◆ INPUT ◆
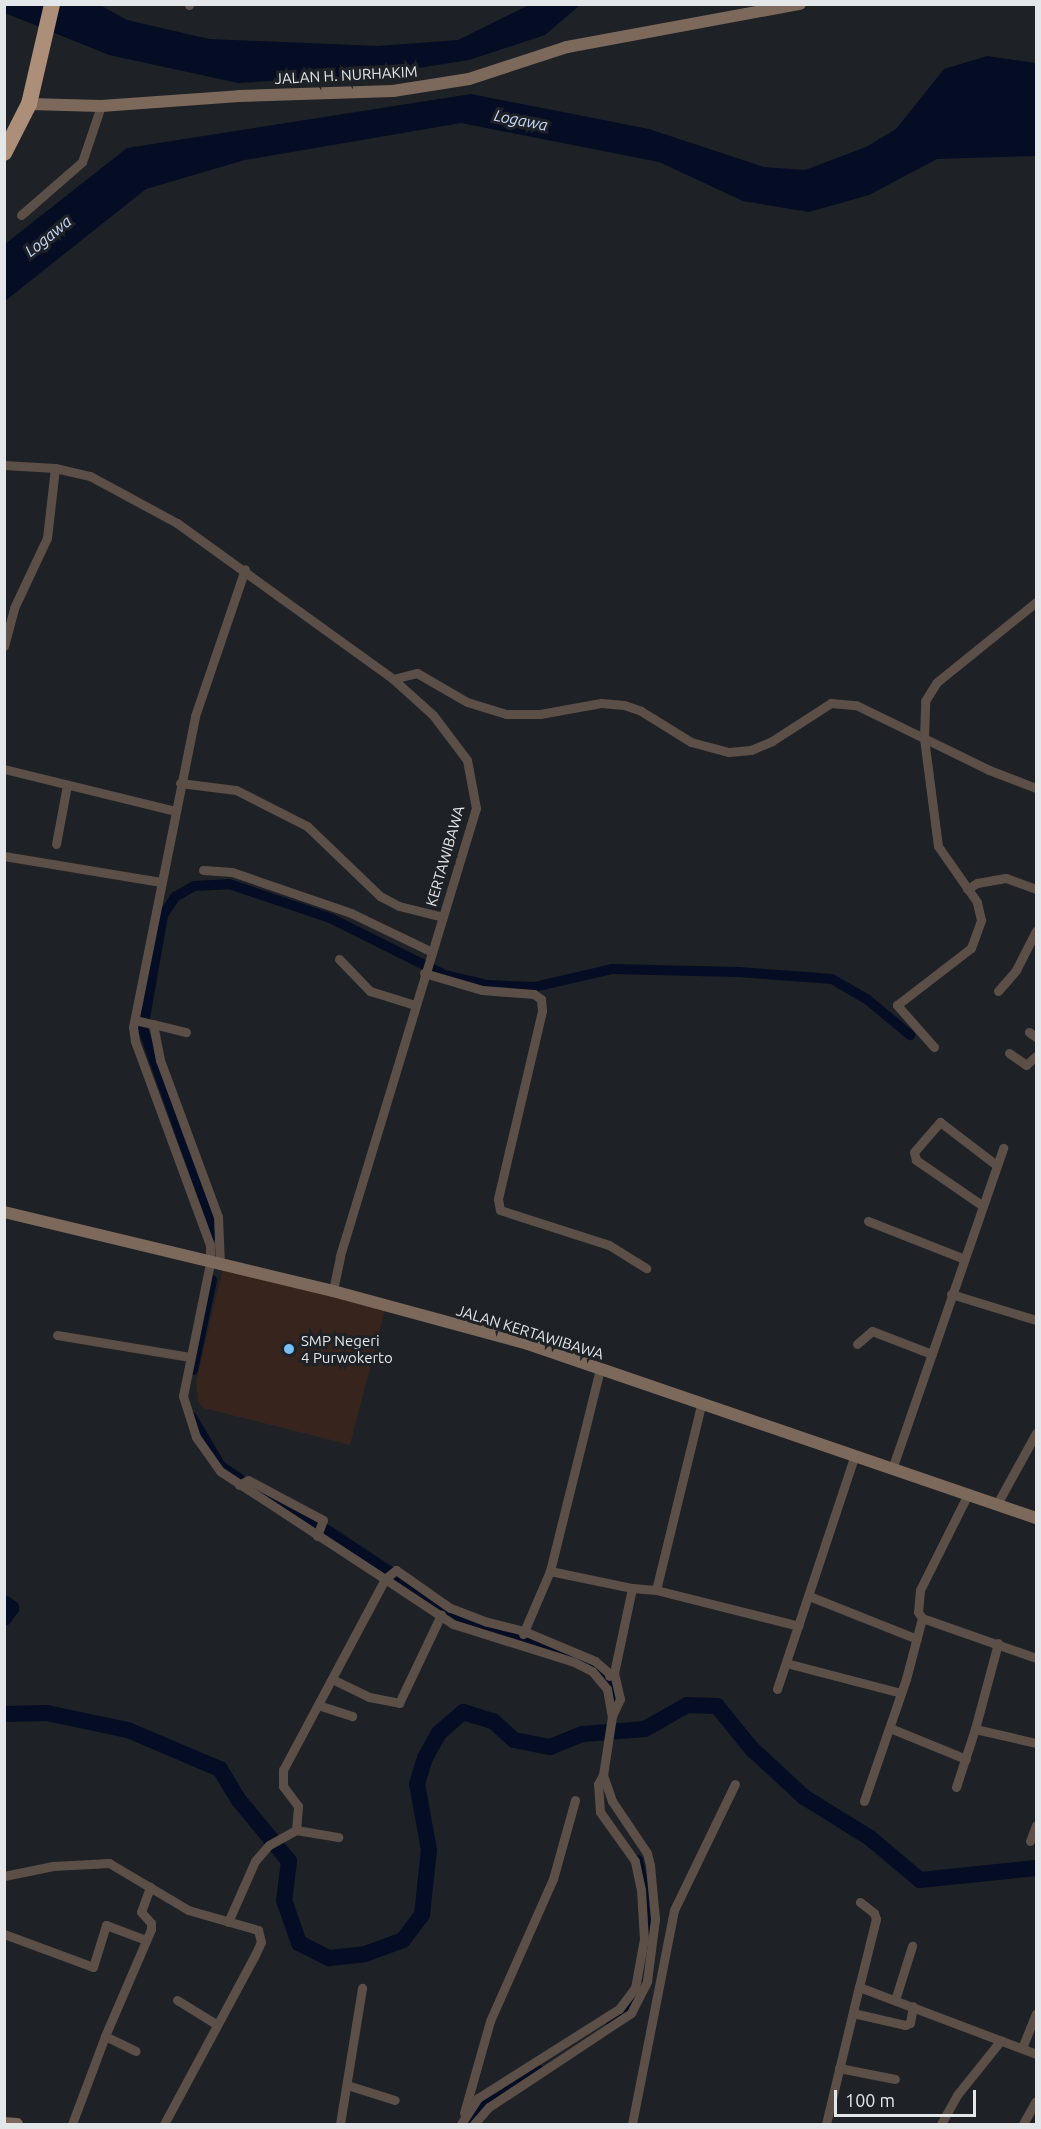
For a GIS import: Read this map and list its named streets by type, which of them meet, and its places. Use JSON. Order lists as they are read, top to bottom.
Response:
{
  "streets": {
    "street": ["JALAN H. NURHAKIM", "KERTAWIBAWA", "JALAN KERTAWIBAWA"]
  },
  "crossings": [
    ["KERTAWIBAWA", "JALAN KERTAWIBAWA"]
  ],
  "water": ["Logawa"],
  "places": ["SMP Negeri 4 Purwokerto"],
  "scale_bar": "100 m"
}
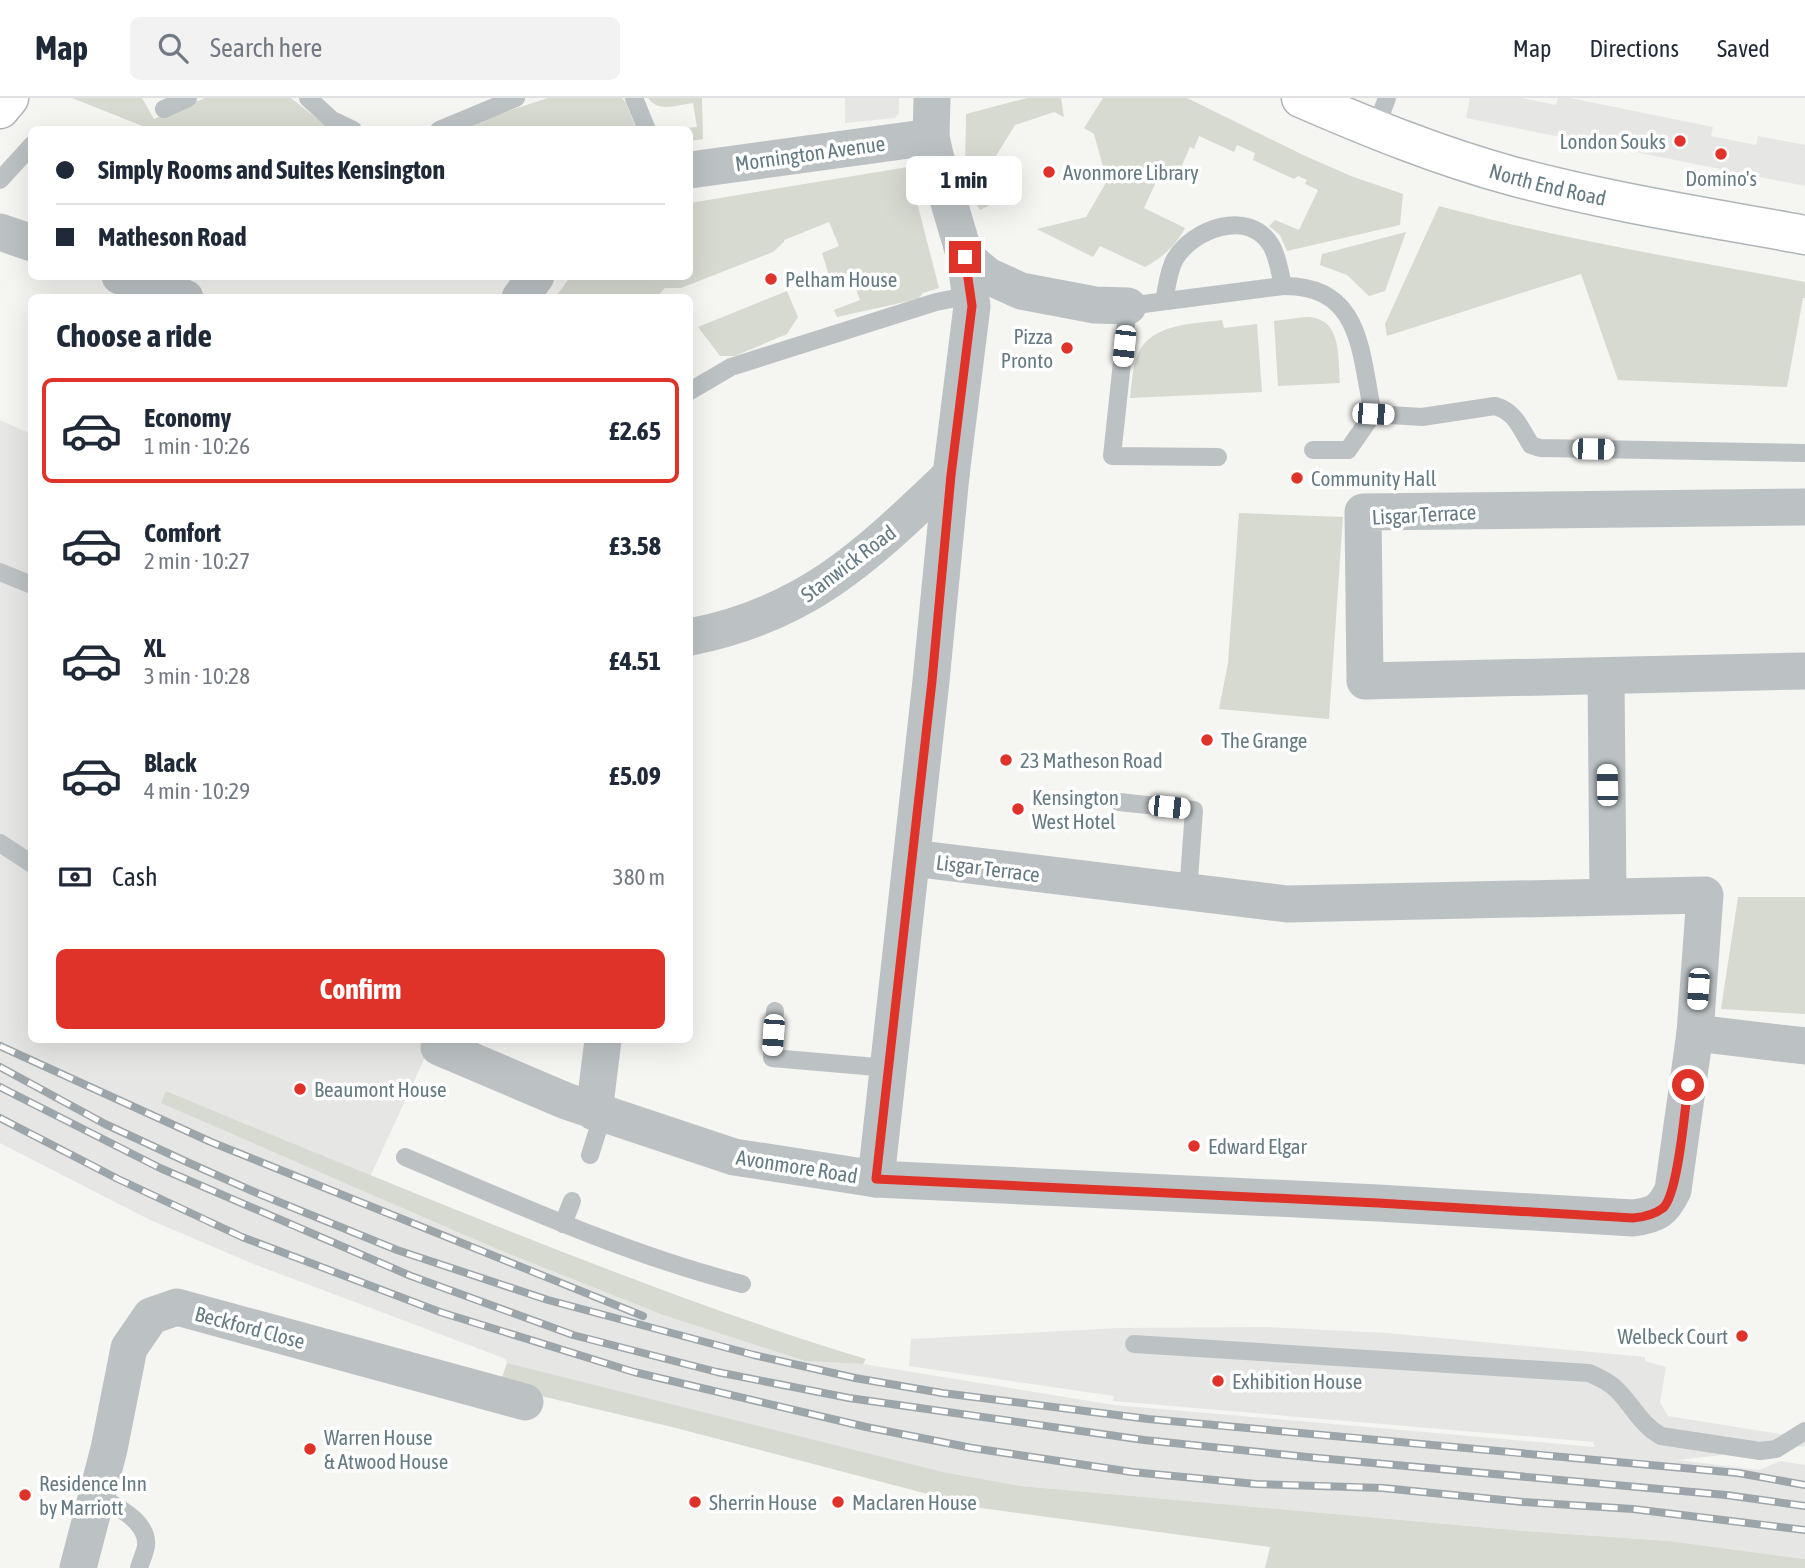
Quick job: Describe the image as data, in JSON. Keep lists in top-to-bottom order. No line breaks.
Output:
{"streets":{"main road":["North End Road"],"street":["Mornington Avenue","Lisgar Terrace","Stanwick Road","Avonmore Road","Beckford Close"]},"crossings":[["Lisgar Terrace","Avonmore Road"]],"places":["London Souks","Domino's","Avonmore Library","Pelham House","Pizza Pronto","Community Hall","The Grange","23 Matheson Road","Kensington West Hotel","Beaumont House","Edward Elgar","Welbeck Court","Exhibition House","Warren House & Atwood House","Residence Inn by Marriott","Sherrin House","Maclaren House"],"page":{"header":"Map","search":"Search here","nav":["Map","Directions","Saved"],"banner":["Simply Rooms and Suites Kensington","Matheson Road"],"bubble":"1 min","heading":"Choose a ride","list":[{"name":"Economy","note":"1 min · 10:26","value":"£2.65"},{"name":"Comfort","note":"2 min · 10:27","value":"£3.58"},{"name":"XL","note":"3 min · 10:28","value":"£4.51"},{"name":"Black","note":"4 min · 10:29","value":"£5.09"}],"pay":["Cash","380 m"],"buttons":"Confirm"}}
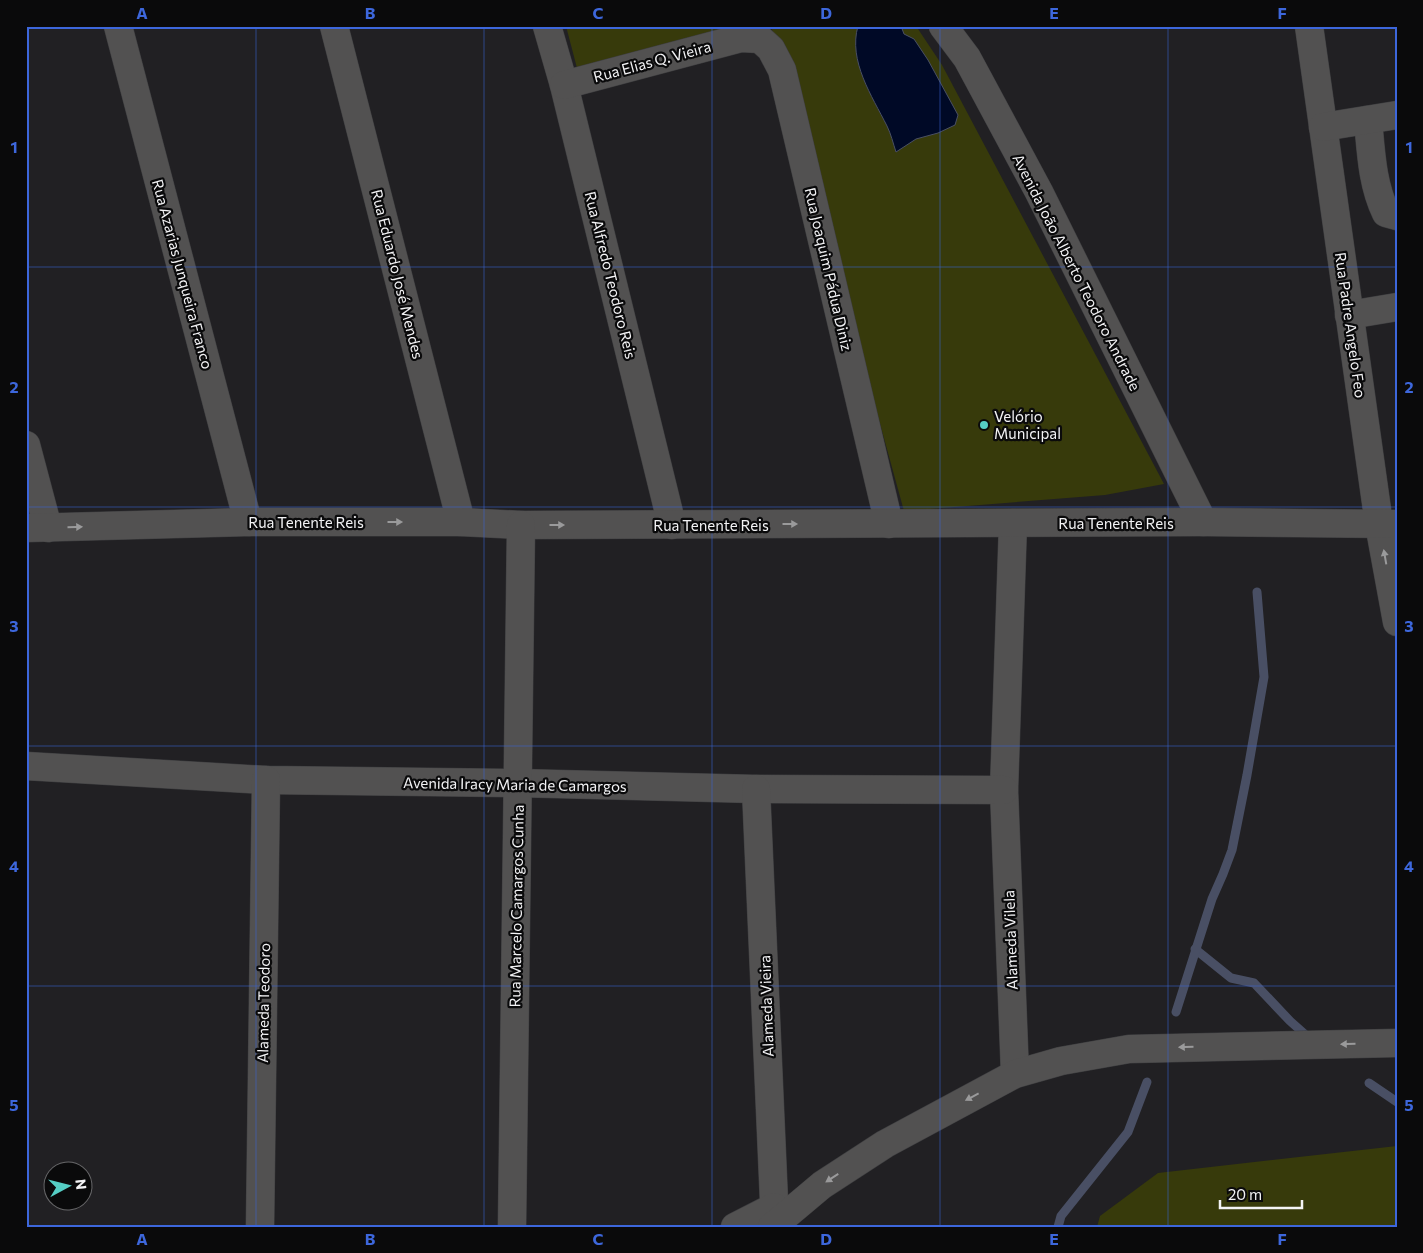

◆ ACTIVITY ◆
Which lines in the listing above hold the word "bottom"? Show each of them.

◆ WRITTEN SOLUTION ◆
For a GIS import: Read this map and list its named streets by type, which of them meet, and its places. Use JSON. Order lists as they are read, top to bottom.
Quick job: Describe the image as data, in JSON. Keep lists in top-to-bottom order. No line breaks.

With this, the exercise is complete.